MarkDoc Manual + GUI

05 Sep 2016, 11:30

The new release of MarkDoc (currently only on GitHub) has a dialog box, which not only shows all of the functionality of the package, but also makes using it for students easier. Moreover, MarkDoc manual is now available on GitHub Wiki and is updated constantly with new tutorials. The new updates were meant to facilitate using MarkDoc in classroom and workshops, to make it easier for the students to use the package for taking notes and writing their projects within Stata.

To install the package from GitHub, type:

Code:

net install markdoc, replace from("https://raw.githubusercontent.com/haghish/markdoc/master/")

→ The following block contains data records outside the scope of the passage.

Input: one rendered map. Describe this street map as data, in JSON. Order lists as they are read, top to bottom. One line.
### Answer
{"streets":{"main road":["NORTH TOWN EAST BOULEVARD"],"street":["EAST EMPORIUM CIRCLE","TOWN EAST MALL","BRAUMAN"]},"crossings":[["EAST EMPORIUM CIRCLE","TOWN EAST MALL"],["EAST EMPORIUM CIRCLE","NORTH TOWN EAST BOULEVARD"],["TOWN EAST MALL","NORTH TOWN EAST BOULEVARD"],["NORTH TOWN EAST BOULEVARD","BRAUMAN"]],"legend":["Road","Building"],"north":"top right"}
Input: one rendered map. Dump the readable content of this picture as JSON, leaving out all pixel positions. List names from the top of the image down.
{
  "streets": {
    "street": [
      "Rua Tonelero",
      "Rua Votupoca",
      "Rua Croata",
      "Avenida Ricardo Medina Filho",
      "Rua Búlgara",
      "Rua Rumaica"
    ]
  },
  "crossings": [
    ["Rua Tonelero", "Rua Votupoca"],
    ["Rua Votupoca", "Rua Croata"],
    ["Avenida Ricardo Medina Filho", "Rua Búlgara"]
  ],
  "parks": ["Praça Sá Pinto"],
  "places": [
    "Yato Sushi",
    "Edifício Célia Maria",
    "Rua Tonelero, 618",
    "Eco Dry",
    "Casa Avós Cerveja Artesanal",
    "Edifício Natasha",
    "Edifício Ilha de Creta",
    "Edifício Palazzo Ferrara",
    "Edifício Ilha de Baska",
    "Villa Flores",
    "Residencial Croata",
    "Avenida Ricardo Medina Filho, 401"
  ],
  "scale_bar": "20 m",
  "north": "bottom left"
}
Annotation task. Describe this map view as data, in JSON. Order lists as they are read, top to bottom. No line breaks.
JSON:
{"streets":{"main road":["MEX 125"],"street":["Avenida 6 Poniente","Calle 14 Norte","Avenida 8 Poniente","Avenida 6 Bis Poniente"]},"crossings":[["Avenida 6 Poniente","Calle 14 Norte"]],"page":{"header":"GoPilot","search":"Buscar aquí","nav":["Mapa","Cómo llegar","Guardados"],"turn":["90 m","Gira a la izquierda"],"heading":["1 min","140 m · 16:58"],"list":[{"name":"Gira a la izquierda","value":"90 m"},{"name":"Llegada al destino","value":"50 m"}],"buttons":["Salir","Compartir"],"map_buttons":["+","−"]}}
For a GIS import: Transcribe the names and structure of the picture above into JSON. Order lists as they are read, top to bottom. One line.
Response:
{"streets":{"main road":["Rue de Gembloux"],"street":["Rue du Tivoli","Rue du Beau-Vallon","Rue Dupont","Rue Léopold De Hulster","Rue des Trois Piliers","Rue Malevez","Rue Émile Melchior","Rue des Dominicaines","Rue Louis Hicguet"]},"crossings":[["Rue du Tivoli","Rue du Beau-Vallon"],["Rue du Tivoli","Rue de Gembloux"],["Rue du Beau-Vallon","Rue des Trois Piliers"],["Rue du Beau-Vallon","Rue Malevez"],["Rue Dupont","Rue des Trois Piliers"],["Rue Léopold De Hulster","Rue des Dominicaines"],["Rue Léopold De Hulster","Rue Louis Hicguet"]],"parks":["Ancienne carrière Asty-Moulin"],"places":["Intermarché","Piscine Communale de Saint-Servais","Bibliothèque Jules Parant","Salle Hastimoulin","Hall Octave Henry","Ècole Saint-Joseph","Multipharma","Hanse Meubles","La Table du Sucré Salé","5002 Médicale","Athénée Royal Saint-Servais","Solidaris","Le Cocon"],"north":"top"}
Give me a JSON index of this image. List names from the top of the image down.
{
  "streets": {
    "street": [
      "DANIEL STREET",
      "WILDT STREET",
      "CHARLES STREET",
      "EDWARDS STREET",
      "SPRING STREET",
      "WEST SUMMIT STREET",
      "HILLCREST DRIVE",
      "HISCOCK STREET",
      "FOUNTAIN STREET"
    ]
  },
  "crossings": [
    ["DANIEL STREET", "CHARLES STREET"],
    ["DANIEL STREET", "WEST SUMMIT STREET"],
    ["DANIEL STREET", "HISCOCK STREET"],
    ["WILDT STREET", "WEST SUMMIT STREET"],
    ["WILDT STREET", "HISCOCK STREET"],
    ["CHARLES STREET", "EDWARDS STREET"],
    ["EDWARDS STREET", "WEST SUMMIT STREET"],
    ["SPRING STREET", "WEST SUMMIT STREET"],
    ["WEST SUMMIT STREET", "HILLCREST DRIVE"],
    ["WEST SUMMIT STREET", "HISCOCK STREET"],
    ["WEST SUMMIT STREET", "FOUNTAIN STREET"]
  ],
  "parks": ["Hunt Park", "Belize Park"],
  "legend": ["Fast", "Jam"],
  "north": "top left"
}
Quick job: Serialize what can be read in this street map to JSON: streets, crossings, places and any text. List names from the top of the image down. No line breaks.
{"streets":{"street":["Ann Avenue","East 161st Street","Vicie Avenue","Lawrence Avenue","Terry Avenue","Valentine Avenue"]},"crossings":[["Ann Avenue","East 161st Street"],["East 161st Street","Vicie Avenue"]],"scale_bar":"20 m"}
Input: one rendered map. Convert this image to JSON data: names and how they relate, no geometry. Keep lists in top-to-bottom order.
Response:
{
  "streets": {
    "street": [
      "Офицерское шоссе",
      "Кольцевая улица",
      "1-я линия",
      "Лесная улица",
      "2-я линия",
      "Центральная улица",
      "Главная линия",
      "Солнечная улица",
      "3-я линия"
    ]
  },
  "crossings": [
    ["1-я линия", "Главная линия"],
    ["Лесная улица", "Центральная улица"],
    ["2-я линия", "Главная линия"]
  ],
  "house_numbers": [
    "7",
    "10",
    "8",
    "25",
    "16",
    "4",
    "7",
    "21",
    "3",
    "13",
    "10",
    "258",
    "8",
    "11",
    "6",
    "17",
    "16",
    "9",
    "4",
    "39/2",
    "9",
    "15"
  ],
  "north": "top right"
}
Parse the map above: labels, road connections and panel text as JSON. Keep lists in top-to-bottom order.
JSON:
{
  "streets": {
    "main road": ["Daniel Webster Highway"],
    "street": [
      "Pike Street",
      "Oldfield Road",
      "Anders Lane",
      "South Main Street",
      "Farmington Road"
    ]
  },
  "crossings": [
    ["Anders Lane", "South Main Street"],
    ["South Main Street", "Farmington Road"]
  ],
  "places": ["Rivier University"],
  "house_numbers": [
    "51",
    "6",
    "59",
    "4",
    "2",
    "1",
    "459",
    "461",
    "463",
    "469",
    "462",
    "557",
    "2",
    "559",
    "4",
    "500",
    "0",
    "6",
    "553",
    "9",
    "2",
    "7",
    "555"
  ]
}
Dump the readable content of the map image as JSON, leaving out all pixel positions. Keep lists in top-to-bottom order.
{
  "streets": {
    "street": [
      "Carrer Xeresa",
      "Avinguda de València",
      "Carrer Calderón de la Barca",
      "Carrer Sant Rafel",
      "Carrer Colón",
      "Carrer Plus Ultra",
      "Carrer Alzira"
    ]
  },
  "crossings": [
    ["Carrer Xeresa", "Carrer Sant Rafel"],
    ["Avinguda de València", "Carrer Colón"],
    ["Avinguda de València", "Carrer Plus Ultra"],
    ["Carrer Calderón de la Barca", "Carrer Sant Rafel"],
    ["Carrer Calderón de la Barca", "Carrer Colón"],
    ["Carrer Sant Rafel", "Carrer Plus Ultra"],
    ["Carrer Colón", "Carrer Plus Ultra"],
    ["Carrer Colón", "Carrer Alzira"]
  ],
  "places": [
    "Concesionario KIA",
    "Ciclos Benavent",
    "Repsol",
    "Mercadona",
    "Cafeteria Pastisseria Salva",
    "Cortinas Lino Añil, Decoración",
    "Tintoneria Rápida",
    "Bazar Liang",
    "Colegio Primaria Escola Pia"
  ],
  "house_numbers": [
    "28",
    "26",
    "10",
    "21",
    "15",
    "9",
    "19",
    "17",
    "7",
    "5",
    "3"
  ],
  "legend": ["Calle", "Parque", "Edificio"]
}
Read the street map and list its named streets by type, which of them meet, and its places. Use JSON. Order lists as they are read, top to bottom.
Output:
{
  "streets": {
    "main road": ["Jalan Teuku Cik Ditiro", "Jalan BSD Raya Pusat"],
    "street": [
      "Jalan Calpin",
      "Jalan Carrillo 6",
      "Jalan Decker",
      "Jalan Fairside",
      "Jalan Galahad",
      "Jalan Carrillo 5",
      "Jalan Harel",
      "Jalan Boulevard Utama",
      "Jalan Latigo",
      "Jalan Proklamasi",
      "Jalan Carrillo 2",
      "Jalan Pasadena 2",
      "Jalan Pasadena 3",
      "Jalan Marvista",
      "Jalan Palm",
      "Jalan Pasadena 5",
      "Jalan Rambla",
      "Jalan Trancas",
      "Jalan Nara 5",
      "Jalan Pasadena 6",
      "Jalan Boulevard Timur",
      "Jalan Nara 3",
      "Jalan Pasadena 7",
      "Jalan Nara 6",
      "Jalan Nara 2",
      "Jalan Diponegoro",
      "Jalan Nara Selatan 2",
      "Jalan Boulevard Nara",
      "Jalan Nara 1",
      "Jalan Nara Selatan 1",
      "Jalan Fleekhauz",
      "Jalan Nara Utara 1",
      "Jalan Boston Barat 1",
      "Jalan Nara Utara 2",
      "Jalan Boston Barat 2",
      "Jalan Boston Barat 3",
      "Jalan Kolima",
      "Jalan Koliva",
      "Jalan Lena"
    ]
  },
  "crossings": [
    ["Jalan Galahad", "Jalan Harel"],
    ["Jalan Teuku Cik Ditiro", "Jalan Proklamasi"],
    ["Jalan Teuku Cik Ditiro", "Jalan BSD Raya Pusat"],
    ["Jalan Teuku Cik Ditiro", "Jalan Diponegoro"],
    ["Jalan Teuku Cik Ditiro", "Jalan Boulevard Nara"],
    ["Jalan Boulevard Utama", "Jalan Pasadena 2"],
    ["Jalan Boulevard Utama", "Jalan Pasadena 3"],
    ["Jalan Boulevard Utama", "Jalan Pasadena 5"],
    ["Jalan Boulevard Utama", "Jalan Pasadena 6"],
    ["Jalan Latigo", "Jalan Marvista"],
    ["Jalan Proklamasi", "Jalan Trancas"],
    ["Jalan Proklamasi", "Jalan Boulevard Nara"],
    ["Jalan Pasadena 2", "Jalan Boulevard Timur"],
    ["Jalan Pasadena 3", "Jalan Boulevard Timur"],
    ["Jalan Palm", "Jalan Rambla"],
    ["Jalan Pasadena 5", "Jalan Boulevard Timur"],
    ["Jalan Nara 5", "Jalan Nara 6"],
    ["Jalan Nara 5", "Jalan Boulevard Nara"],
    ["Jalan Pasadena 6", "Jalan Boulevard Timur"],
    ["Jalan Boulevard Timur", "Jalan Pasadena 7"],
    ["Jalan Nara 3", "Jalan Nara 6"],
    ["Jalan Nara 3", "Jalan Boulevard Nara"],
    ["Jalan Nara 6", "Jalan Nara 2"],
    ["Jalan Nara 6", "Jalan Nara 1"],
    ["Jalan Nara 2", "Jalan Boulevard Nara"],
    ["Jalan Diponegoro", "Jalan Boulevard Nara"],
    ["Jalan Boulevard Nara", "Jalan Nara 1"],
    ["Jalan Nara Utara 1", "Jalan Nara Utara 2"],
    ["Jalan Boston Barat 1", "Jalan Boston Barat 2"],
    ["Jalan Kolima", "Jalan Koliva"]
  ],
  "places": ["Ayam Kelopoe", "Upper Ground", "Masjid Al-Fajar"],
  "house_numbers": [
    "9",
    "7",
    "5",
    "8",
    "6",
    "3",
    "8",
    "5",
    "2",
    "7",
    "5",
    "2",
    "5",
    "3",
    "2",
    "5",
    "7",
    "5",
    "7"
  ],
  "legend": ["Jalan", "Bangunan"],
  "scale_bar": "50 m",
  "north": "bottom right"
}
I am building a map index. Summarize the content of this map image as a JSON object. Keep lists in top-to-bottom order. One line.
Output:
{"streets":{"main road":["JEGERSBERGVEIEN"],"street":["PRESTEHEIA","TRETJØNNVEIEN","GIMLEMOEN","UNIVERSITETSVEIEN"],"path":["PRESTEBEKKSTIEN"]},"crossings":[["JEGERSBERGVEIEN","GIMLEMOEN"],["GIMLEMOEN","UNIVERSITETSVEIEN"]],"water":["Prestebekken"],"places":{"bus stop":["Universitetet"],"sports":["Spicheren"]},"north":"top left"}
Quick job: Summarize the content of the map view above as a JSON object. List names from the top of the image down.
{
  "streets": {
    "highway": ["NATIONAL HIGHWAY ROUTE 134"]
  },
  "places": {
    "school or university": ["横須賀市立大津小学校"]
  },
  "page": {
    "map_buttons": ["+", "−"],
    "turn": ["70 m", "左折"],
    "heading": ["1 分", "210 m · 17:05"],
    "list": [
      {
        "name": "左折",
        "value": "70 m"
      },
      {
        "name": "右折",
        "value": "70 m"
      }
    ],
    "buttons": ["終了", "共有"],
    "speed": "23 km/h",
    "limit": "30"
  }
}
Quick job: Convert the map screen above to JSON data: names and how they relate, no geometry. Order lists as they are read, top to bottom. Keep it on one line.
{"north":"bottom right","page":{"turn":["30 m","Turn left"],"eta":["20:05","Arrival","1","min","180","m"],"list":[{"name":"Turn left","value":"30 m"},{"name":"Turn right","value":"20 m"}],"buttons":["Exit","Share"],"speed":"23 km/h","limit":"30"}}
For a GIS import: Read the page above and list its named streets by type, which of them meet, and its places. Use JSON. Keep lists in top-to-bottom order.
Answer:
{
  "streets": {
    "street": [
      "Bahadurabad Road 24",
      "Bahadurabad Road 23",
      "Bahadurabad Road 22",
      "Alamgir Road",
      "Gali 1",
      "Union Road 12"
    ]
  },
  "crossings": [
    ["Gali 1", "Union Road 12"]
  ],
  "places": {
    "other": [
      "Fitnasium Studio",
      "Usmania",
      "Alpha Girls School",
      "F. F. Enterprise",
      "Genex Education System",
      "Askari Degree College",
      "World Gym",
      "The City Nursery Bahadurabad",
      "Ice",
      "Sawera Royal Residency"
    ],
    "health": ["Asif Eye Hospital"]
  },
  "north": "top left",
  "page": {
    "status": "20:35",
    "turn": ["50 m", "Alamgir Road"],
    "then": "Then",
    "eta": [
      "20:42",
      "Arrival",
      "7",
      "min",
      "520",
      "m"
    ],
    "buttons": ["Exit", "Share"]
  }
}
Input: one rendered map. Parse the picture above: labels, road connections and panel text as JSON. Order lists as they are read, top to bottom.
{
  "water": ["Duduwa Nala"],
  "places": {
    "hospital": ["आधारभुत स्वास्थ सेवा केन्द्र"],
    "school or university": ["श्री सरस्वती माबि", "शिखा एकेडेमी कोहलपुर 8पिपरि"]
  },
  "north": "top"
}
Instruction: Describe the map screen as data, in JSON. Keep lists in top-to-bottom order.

and to open the dialog box, type:

Code:

db markdoc

which opens a window as shown below. For more details, see GitHub Wiki or the release notes

Last edited by haghish; 05 Sep 2016, 11:37.
Tags: None

1 like
Anders Alexandersson

Join Date: Apr 2014

Posts: 203
#2

27 Oct 2016, 13:21

I get no output from -markdoc- when used with your command -Rcall- in a do-file. I am using Stata 14.2 for Windows, -markdoc- version 3.8.3, -Rcall- version 1.3.5, and Microsoft Word 2013.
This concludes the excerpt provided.